--- WORK ITEM ---
Search the listing below for the word "names" and return each line that contains it.

--- RECORDED DATA ---
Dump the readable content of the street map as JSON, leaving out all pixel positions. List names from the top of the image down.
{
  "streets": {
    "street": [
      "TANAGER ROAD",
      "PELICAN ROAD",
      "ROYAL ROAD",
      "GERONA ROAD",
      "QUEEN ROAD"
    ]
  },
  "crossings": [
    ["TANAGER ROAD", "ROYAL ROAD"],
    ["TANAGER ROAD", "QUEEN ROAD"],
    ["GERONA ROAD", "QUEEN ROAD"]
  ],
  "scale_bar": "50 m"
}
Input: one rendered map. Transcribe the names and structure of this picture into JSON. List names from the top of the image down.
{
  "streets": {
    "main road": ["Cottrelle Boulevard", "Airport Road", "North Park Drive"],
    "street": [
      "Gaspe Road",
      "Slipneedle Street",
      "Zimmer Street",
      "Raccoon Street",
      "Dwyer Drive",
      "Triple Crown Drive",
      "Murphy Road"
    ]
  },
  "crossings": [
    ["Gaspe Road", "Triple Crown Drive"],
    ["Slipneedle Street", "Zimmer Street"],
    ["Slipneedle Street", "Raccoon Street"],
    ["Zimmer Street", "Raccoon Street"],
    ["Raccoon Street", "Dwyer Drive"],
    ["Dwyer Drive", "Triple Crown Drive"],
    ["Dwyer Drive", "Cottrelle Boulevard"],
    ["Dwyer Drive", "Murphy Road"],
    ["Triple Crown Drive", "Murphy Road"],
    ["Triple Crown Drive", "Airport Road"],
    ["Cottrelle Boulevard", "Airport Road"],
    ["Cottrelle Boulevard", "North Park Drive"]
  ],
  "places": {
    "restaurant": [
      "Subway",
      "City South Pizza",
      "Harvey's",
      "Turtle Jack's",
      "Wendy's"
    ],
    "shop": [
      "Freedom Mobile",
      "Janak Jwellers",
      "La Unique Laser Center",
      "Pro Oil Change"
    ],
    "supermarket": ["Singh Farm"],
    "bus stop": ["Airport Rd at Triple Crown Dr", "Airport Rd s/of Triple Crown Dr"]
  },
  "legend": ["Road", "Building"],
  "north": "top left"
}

--- RESPONSE ---
Dump the readable content of the street map as JSON, leaving out all pixel positions. List names from the top of the image down.
Input: one rendered map. Transcribe the names and structure of this picture into JSON. List names from the top of the image down.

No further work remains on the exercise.